Ponatinib is indicated for adult patients with:

• Chronic-phase CML
• Accelerated-phase CML
• Blast-phase CML
• Philadelphia chromosome-positive acute lymphoblastic leukemia (Ph+ ALL)

who are resistant to or intolerant of previous tyrosine kinase inhibitor treatment.

💊 Dosage and Administration

• Recommended dose: 45 mg orally once daily
• May be taken with or without food
• Treatment should continue as long as there is no evidence of disease progression or unacceptable toxicity

Dose interruption, reduction, or discontinuation may be required for hematologic or non-hematologic toxicities.

⚠️ Common Adverse Reactions

Non-Hematologic Side Effects (≥20%)

• Hypertension
• Rash
• Abdominal pain
• Fatigue
• Headache
• Dry skin
• Constipation
• Joint pain
• Nausea
• Fever

Hematologic Side Effects

• Thrombocytopenia
• Anemia
• Neutropenia
• Lymphopenia
• Leukopenia

🩺 Special Precautions & Monitoring

Congestive Heart Failure

Monitor patients for signs and symptoms of heart failure and manage clinically when necessary.

Hypertension

Blood pressure should be monitored regularly and treated appropriately.

Pancreatitis

Serum lipase levels should be monitored monthly. Treatment interruption or discontinuation may be required.

Hemorrhage

Interrupt treatment in cases of serious bleeding.

Fluid Retention

Monitor for edema or fluid accumulation. Dose interruption, reduction, or discontinuation may be necessary.

Arrhythmias

Patients should be monitored for symptoms of cardiac rhythm abnormalities.

Bone Marrow Suppression

Thrombocytopenia, neutropenia, and anemia may require treatment interruption or dose reduction.

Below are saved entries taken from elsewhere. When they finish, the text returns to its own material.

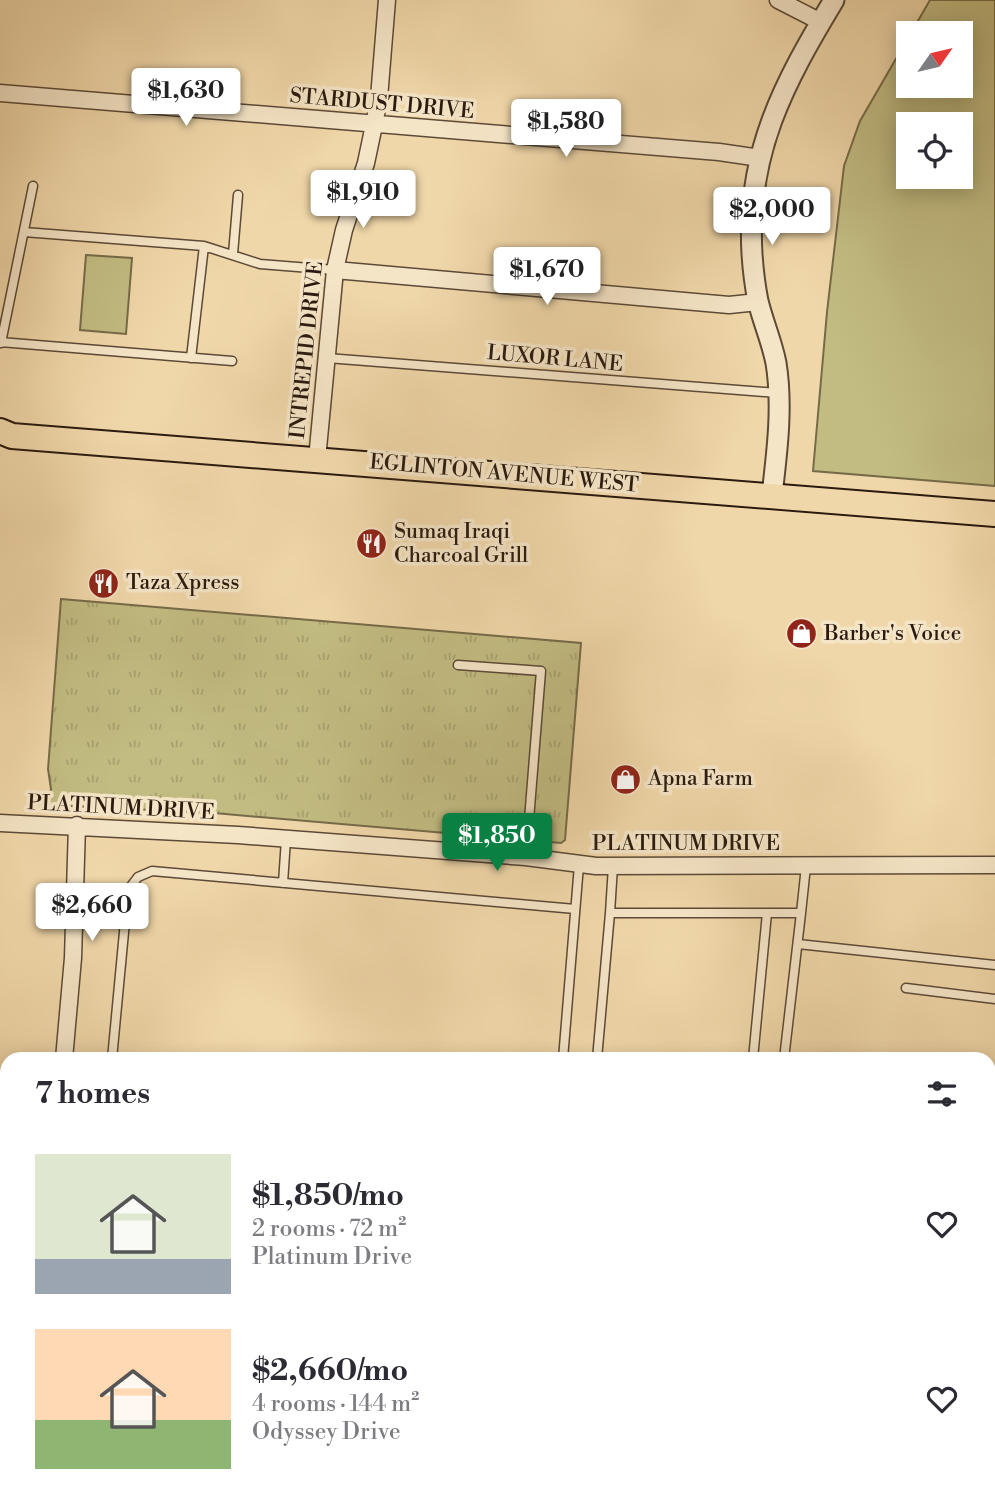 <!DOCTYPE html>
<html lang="en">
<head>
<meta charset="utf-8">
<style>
	body { margin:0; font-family:"Libre Bodoni",serif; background:#f2f2f3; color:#2b2b33; height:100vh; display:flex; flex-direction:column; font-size:26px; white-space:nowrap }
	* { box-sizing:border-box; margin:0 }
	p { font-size:23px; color:#7c7c81 }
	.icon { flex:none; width:38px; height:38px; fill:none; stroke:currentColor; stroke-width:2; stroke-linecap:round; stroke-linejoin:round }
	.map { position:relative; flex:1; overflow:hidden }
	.sheet { position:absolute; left:0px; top:1052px; width:996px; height:450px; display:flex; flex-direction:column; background:#fff; border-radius:21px 21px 0 0; box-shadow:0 4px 18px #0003 }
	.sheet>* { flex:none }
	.needle { width:46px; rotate:56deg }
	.tools { position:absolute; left:896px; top:21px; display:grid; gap:14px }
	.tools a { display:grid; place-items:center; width:77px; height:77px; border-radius:0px; background:#fff; box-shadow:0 4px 18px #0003; font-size:35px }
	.price { position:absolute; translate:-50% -60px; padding:0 16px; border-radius:7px; background:#fff; color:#222; font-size:23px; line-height:46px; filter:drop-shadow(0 2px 4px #0008) }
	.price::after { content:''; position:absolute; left:50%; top:42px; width:21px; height:16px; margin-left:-10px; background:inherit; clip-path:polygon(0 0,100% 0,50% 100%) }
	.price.selected { background:#0b8043; color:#fff }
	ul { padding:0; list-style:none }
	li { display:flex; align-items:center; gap:21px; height:175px; padding:0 35px }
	li span { display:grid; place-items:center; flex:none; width:196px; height:140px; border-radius:0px; color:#555 }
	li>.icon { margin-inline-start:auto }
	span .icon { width:84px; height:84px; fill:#fffc; stroke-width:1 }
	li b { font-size:30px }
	h2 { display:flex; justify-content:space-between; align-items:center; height:84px; padding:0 35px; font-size:30px }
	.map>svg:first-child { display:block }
	.grass { fill:url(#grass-tufts); stroke:#766b48; stroke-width:2 }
	.park { fill:#c2bc82; stroke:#766b48; stroke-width:2; fill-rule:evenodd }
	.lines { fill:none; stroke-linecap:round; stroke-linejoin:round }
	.service-casing { stroke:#5c4936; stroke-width:11 }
	.minor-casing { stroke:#5c4936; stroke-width:19 }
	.tertiary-casing { stroke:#5c4936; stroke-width:23 }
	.primary-casing { stroke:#2b1a0f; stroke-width:28 }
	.service { stroke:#f5e5c7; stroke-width:8 }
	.minor { stroke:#f5e5c7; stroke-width:16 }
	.tertiary { stroke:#f5e5c7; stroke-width:19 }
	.primary { stroke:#f0d7a9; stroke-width:24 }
	.labels { text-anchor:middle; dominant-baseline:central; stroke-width:7; stroke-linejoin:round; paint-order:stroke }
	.street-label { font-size:21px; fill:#2b1a0f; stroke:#f5e5c7 }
	.poi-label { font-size:21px; fill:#2b1a0f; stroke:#f5e5c7; text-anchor:start }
</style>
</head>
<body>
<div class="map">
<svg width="995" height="1501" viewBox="0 0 995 1501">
	<defs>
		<pattern id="grass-tufts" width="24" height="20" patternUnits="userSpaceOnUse" patternTransform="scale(1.75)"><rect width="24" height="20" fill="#c2bc82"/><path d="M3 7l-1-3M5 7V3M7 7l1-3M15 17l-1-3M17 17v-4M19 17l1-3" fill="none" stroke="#a7a16f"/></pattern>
	</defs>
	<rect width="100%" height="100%" fill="#f0d7a9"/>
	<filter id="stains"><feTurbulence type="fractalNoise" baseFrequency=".00286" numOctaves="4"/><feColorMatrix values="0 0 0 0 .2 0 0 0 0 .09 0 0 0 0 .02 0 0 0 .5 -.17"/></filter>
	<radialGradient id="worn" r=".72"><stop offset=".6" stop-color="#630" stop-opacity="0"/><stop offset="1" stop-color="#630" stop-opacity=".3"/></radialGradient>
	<path class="grass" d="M61,599l520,44 -16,197 -4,3 -347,-30 -166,-8 3,-16 -3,-20z
		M863,1495v-1l52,1 -1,6h-51z"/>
	<path class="park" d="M930,0h65v486l-182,-15 14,-159 17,-146 16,-45 48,-83v48h53v-53h-50zM908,124h53v53h-53z
		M86,255l46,3 -6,76 -46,-4z"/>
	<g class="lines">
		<defs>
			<path id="service" d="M24,232l180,14 56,18 75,6
				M233,254l5,-59
				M0,342l232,19
				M1,343l32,-157
				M191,358l13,-112
				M327,358l450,35
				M458,665l83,6 -15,186
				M613,866l-3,47h191l5,-47
				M283,883l3,-44
				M798,944l197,21
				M906,988l89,11
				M112,1059l16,-169 10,-13 14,-6 423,38
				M563,1059l16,-194
				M597,1059l13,-146
				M753,1059l14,-146
				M784,1059l17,-146
				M989,1097l6,1
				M989,1161l6,1
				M989,1225l6,1
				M0,1302l7,1
				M989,1315h1
				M660,1501l1,-7"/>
			<path id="minor" d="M778,0l43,22
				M0,93l719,59 41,6
				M335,270l394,35 29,-3
				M317,459l18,-189 9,-40 22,-67 8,-38 5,-27 8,-98
				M0,823l238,12 288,22 70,9 399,-1
				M64,1059l9,-101 4,-133
				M989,1414l6,1"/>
			<path id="tertiary" d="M772,495c5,-43 11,-89 4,-132 -4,-21 -13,-41 -18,-62 -3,-15 -5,-32 -6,-47 -6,-101 32,-171 82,-254"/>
			<path id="primary" d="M0,431l12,5 983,78"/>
		</defs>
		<use href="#service" class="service-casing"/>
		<use href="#minor" class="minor-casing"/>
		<use href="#tertiary" class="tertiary-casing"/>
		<use href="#primary" class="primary-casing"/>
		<use href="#service" class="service"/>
		<use href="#minor" class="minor"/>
		<use href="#tertiary" class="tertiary"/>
		<use href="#primary" class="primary"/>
	</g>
	<defs>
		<symbol id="restaurant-disc" viewBox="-11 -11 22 22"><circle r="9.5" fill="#8f2418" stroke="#f5e5c7"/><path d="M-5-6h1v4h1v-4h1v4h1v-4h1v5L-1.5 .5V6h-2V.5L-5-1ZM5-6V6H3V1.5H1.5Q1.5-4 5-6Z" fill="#fff"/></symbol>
		<symbol id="shop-disc" viewBox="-11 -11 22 22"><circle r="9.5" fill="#8f2418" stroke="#f5e5c7"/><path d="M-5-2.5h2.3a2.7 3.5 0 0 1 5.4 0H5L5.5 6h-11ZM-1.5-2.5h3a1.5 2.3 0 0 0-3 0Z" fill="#fff"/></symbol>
	</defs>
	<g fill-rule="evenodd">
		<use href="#restaurant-disc" x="354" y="526" width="35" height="35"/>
		<use href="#restaurant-disc" x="86" y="566" width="35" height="35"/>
		<use href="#shop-disc" x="784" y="616" width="35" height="35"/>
		<use href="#shop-disc" x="608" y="762" width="35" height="35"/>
	</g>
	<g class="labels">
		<g class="street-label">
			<text transform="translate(382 104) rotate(5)">STARDUST DRIVE</text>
			<text transform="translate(307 350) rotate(-84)">INTREPID DRIVE</text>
			<text transform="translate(555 359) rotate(5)">LUXOR LANE</text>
			<text transform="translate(504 474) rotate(5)">EGLINTON AVENUE WEST</text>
			<text transform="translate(121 808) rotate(3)">PLATINUM DRIVE</text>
			<text x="686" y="844">PLATINUM DRIVE</text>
		</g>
		<g class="poi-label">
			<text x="394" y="532">Sumaq Iraqi<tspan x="394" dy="24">Charcoal Grill</tspan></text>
			<text x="126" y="583">Taza Xpress</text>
			<text x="824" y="634">Barber's Voice</text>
			<text x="648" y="779">Apna Farm</text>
		</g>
	</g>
	<rect width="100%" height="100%" filter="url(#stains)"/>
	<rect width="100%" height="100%" fill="url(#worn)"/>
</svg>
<div class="tools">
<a><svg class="needle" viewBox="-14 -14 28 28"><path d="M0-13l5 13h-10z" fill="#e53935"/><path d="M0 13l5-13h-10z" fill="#7c7c81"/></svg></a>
<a><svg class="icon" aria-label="locate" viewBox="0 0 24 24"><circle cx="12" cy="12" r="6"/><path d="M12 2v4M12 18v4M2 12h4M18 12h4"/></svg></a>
</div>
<b class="price" style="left:186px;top:128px">$1,630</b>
<b class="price" style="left:566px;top:159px">$1,580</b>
<b class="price" style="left:363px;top:230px">$1,910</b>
<b class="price" style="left:772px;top:247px">$2,000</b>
<b class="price" style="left:547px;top:307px">$1,670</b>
<b class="price selected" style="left:497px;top:873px">$1,850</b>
<b class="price" style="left:92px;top:943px">$2,660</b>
<section class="sheet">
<h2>7 homes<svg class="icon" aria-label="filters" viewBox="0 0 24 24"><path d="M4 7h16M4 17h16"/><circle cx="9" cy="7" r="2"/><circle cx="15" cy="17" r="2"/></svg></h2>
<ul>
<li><span style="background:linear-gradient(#dfe7d0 75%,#9aa5b1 0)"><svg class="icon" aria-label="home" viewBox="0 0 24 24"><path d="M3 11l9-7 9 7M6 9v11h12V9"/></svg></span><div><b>$1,850/mo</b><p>2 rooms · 72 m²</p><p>Platinum Drive</p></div><svg class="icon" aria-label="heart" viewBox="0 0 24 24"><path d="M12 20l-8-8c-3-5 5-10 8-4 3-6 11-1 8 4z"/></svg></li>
<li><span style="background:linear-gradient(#ffd9b3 65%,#8fb573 0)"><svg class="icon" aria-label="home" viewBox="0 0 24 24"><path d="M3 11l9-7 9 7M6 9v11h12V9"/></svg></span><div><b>$2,660/mo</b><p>4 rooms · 144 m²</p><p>Odyssey Drive</p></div><svg class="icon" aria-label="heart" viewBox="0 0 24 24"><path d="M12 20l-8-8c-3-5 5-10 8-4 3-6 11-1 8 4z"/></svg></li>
</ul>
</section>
</div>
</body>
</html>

• Complete blood counts should be monitored every 2 weeks for the first 3 months, then monthly or as clinically indicated
• Interrupt treatment if ANC <1000/mm³ or platelet count <50,000/mm³

Tumor Lysis Syndrome

Ensure adequate hydration and correct elevated uric acid levels before starting treatment.

Impaired Wound Healing & Gastrointestinal Perforation

Temporary interruption may be required before major surgery.

Embryo-Fetal Toxicity

Ponatinib may cause fetal harm. Women should be informed about potential risks during pregnancy.